AI Didn’t Invent Circular Deals

I concluded my blog post entitled ROI For Customer ? ROI For Investor with a promise to write a follow-on post on startup investments that are not made in cash.

This is that follow on post.

Noncash investments have been practice du jour in many industries for decades.

During the dotcom era, it was customary for startups to pay for marketing, advertising and legal services in equity i.e. service providers invested in the startups by way of their services. Startups were cash strapped and didn’t have enough cash to pay for these services. The hypothesis was, these startups were going to become rockstars in the following 2-3 years and their equity would go to the moon, so service providers would get many times more money by accepting shares now at par value and selling them later at higher prices instead of insisting on cash upfront. The service provider presumably booked the revenue on day one, moved it to AR, and, when it sold the equity and realized cash, it used some of the proceeds to square off the AR, and booked the reminder as profits.

In 2017, Microsoft invested $200 million in Flipkart (now part of Walmart). The investment was in the form of datacenter on which Flipkart ran its ecommerce platform – not cash. Microsoft booked revenues progressively as Flipkart went about using its datacenter.

General Electric is known as a leading manufacturer of locomotives, turbines, CAT scanners and other core engineering products but it also has a financial services business that provides financing to customers to buy its core engineering products. Woz a time when the financials business of GE generated more revenues – and way more profits – than its core engineering SBUs put together. So much so that FORTUNE magazine shifted GE from the ENGINEERING category to DIVERSIFIED FINANCIALS in its FORTUNE 500 list. Vendor financing of this nature is also common in large IT outsourcing deals between enterprises and IT vendors like IBM / HPE.

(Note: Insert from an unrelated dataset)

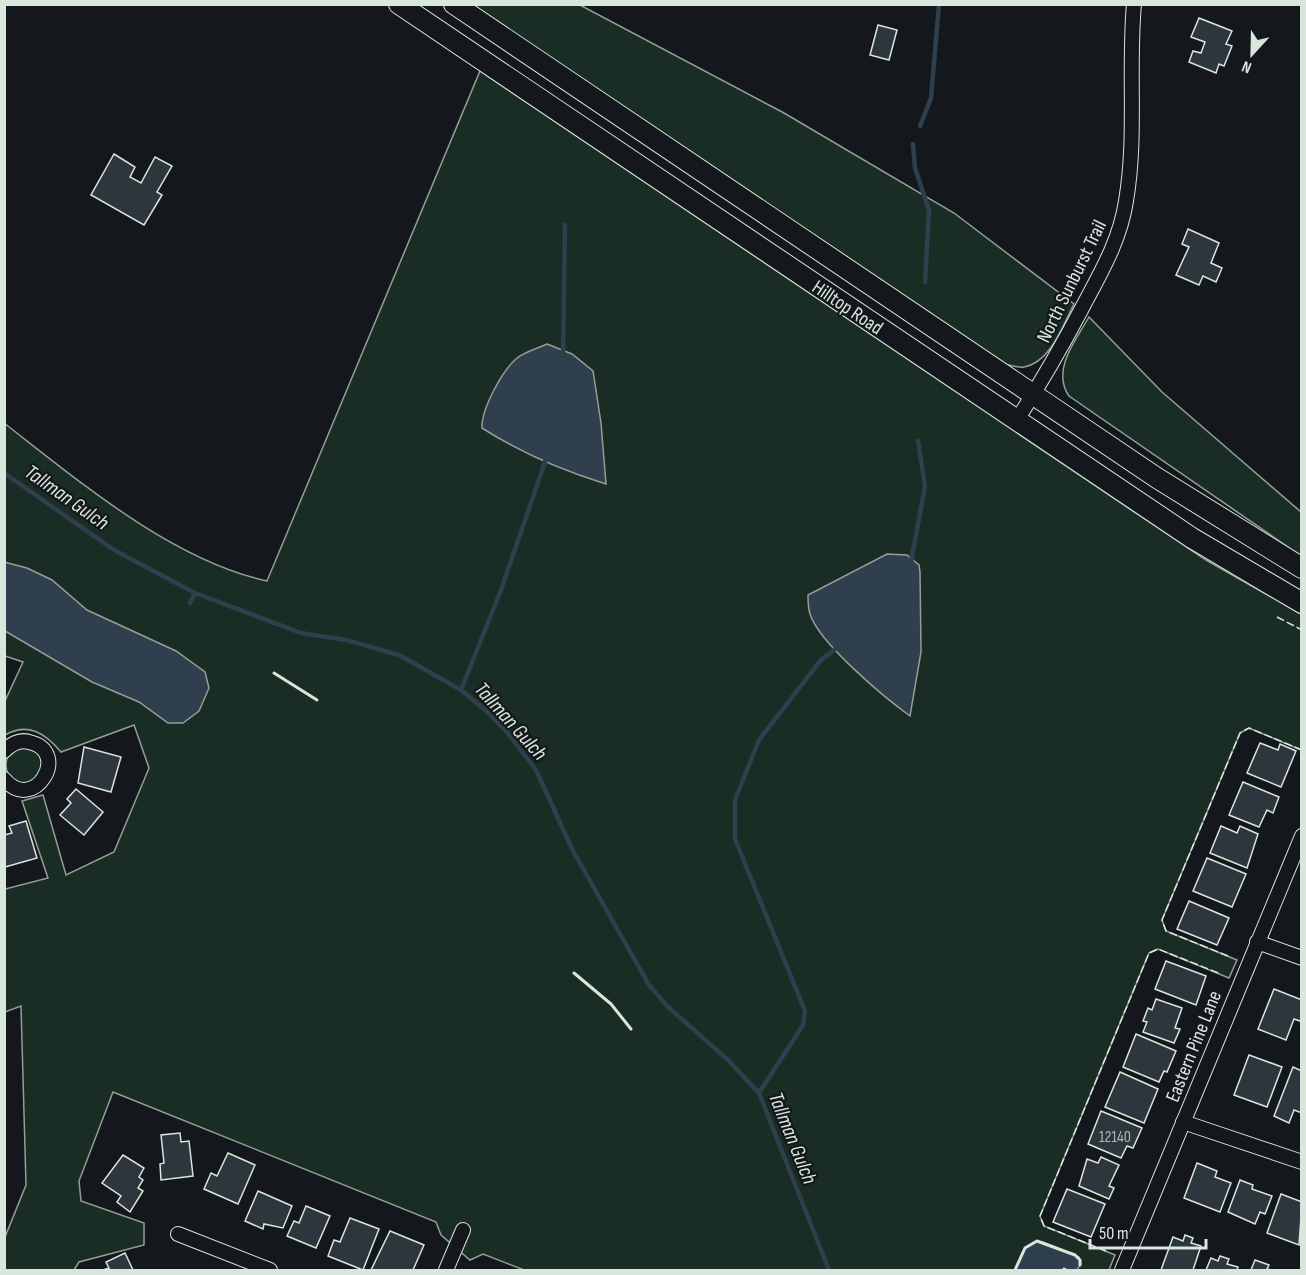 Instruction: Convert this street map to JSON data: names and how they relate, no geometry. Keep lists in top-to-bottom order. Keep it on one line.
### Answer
{"streets":{"main road":["Hilltop Road"],"street":["North Sunburst Trail","Eastern Pine Lane"]},"crossings":[["North Sunburst Trail","Hilltop Road"]],"water":["Tallman Gulch"],"house_numbers":["12140"],"scale_bar":"50 m","north":"bottom"} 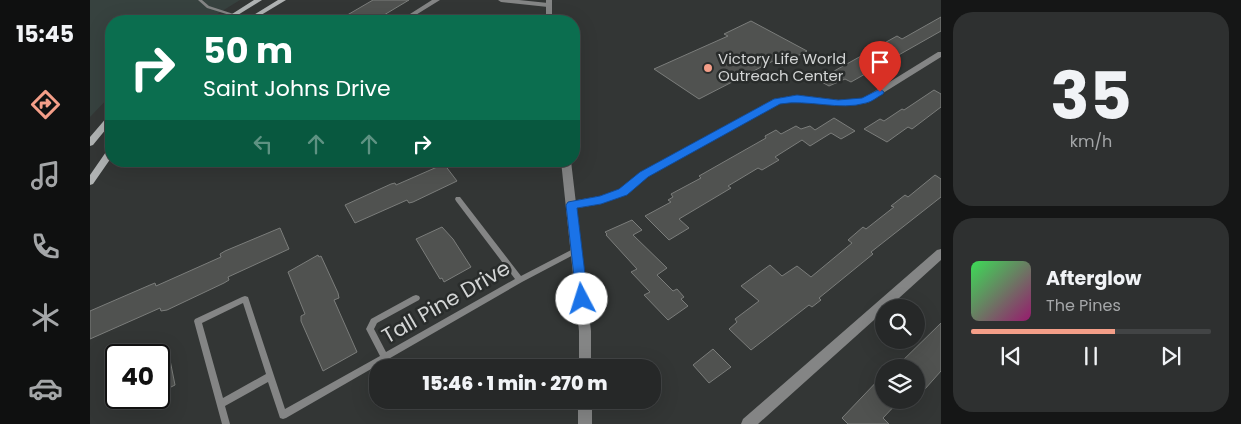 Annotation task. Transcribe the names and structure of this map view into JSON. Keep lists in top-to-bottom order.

All these transactions had an element of circularity but, as far as I know, none of them was called out for being roundtripping.

Cue to the present day. Circular deals abound in AI and other industries.

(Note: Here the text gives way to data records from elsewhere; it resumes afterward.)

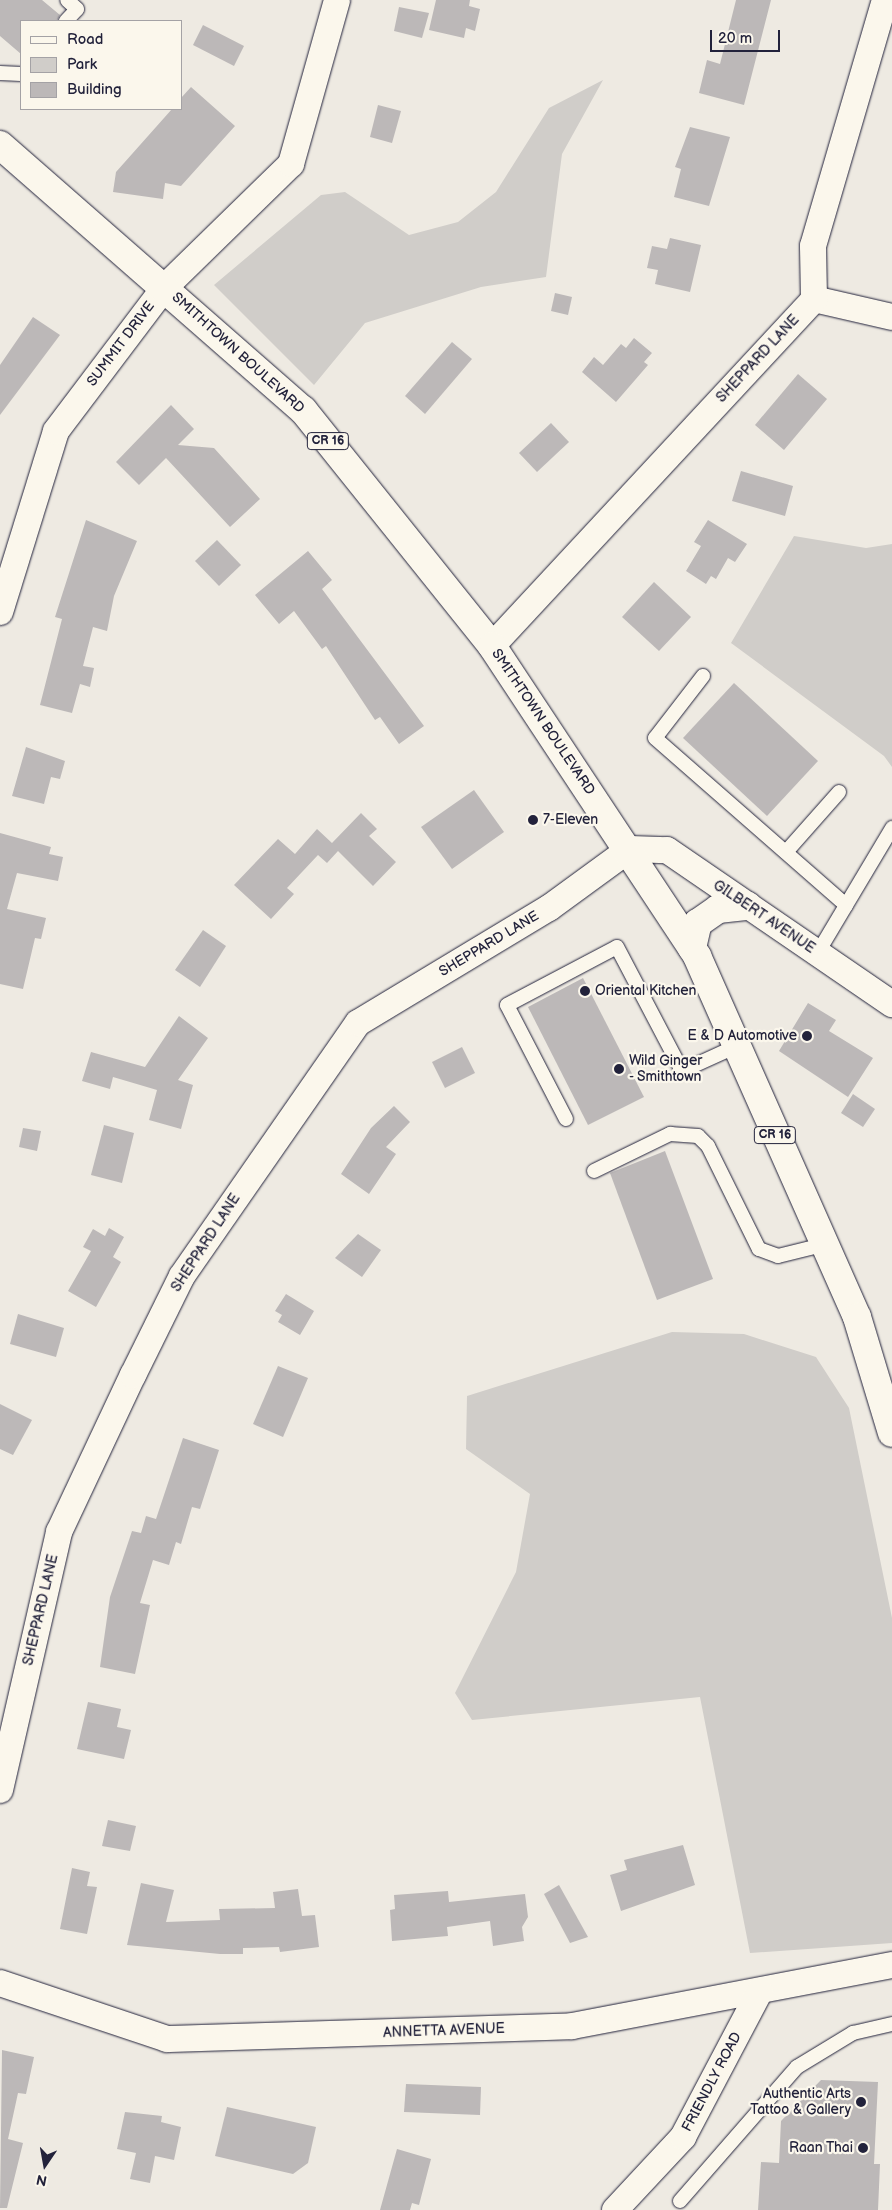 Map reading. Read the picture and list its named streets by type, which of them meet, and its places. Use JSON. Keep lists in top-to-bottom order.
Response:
{
  "streets": {
    "main road": ["SMITHTOWN BOULEVARD", "CR 16"],
    "street": [
      "SUMMIT DRIVE",
      "SHEPPARD LANE",
      "GILBERT AVENUE",
      "ANNETTA AVENUE",
      "FRIENDLY ROAD"
    ]
  },
  "crossings": [
    ["SUMMIT DRIVE", "SMITHTOWN BOULEVARD"],
    ["SMITHTOWN BOULEVARD", "SHEPPARD LANE"],
    ["SMITHTOWN BOULEVARD", "GILBERT AVENUE"],
    ["SHEPPARD LANE", "GILBERT AVENUE"],
    ["ANNETTA AVENUE", "FRIENDLY ROAD"]
  ],
  "places": [
    "7-Eleven",
    "Oriental Kitchen",
    "E & D Automotive",
    "Wild Ginger - Smithtown",
    "Authentic Arts Tattoo & Gallery",
    "Raan Thai"
  ],
  "legend": ["Road", "Park", "Building"],
  "scale_bar": "20 m",
  "north": "bottom"
}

Microsoft: Microsoft has invested a total of $13 billion in OpenAI. But this investment is not in the form of liquid cash. Instead, it has issued Azure Credits to OpenAI. When OpenAI runs its AI models on Azure Cloud, it burns those Azure Credits, and Microsoft gets to recognize revenues (see footnote 1).

HSBC: Under the Sale and Lease Back model, a company sells a property (e.g. office building, warehouse, or retail space) it owns to an investor or real estate firm, leases back the property from the new owner under a long-term lease agreement, and continues to use the property while paying monthly or periodic lease payments. My first firsthand exposure to the SLB model was the HSBC headquarters building in Canary Wharf, London. At the time, it sounded contrived and pointless to my untrained eye but subsequently I’ve learned that it’s quite common in the Commercial Real Estate (CRE) industry.

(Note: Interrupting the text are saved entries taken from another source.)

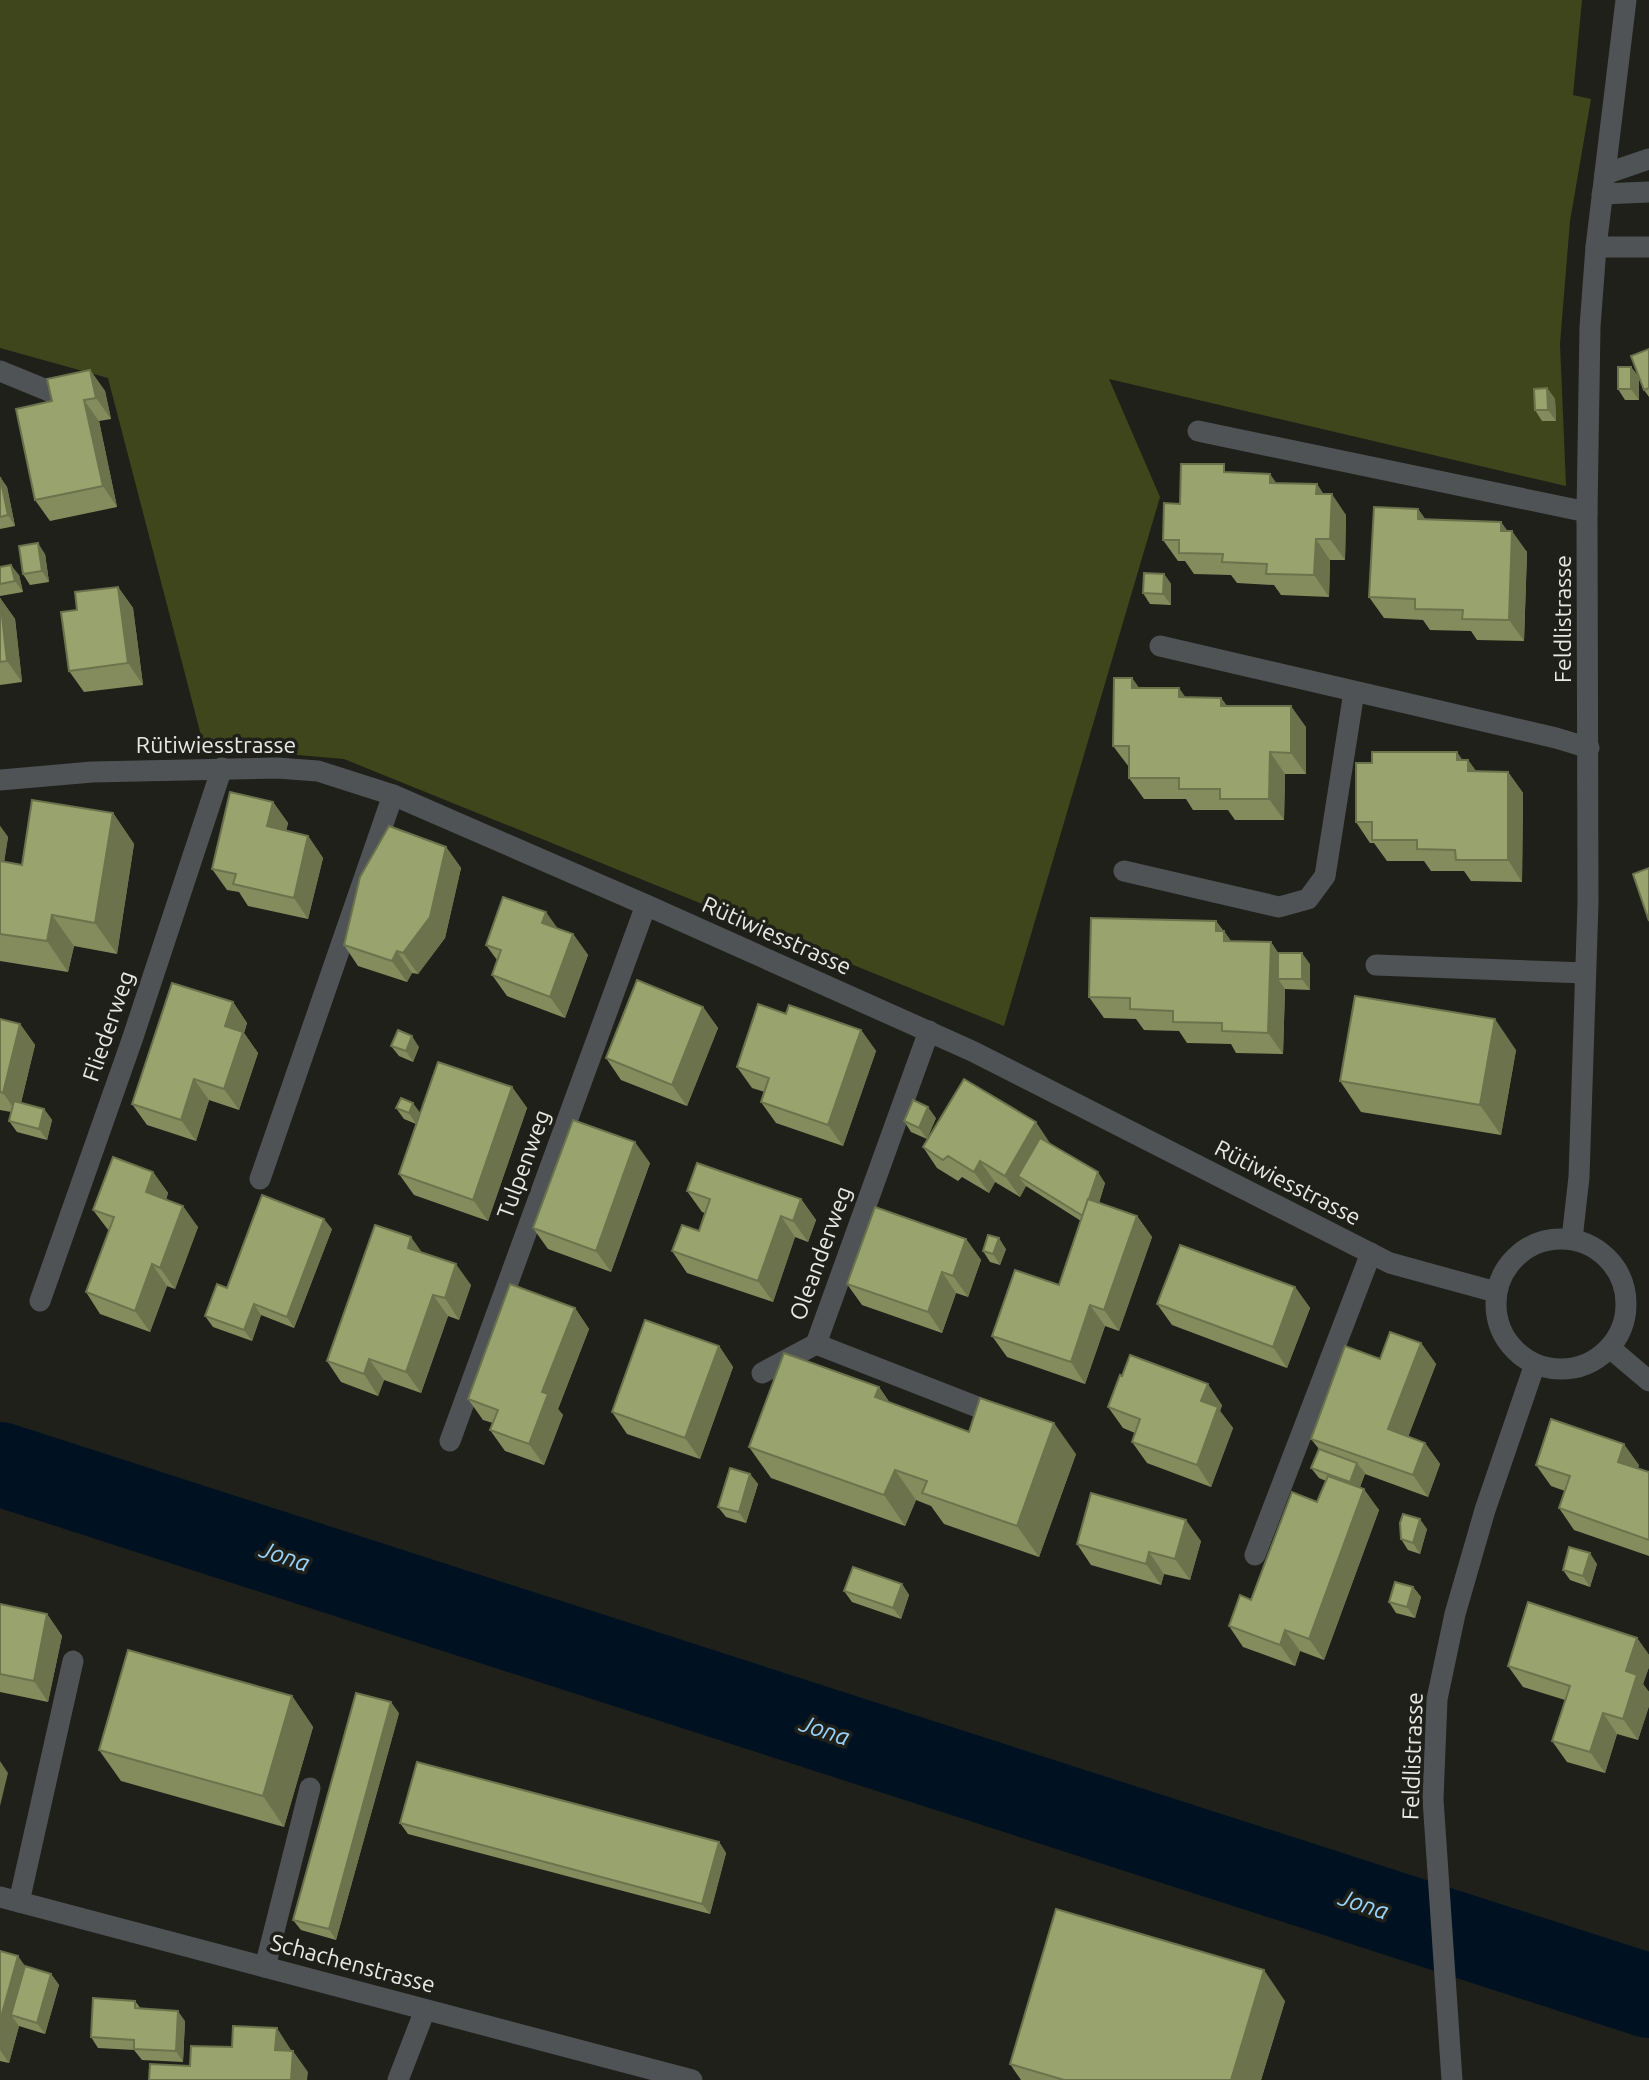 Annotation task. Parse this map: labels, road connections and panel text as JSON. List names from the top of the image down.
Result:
{
  "streets": {
    "street": [
      "Feldlistrasse",
      "Rütiwiesstrasse",
      "Fliederweg",
      "Tulpenweg",
      "Oleanderweg",
      "Schachenstrasse"
    ]
  },
  "crossings": [
    ["Feldlistrasse", "Rütiwiesstrasse"],
    ["Rütiwiesstrasse", "Fliederweg"],
    ["Rütiwiesstrasse", "Tulpenweg"],
    ["Rütiwiesstrasse", "Oleanderweg"]
  ],
  "water": ["Jona"]
}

Nvidia: “Nvidia agreed to purchase $6.3 billion of cloud computing capacity from CoreWeave, in yet another example of the chip company striking a deal to rent its own chips from a third-party cloud business.”

There are many more such deals (see footnote 2).

In all these cases, incremental revenue is big source of returns for the investor (in addition to capital gains and market cap boosts).

All these deals are circular but they’re not cases of rountripping (not legal advice). They appear so arguably because of loose verbiage.

Take the Nvidia-CoreWeave transaction for example. The statement “rent its own chips” is wrong. Nvidia is purchasing “cloud computing capacity”. It’s not renting its own chips. Cloud computing is the output of chips, CPUs, storage, memory, electricity, cooling systems, networking, and so on. In other words, what Nvidia is buying back is much more than chips.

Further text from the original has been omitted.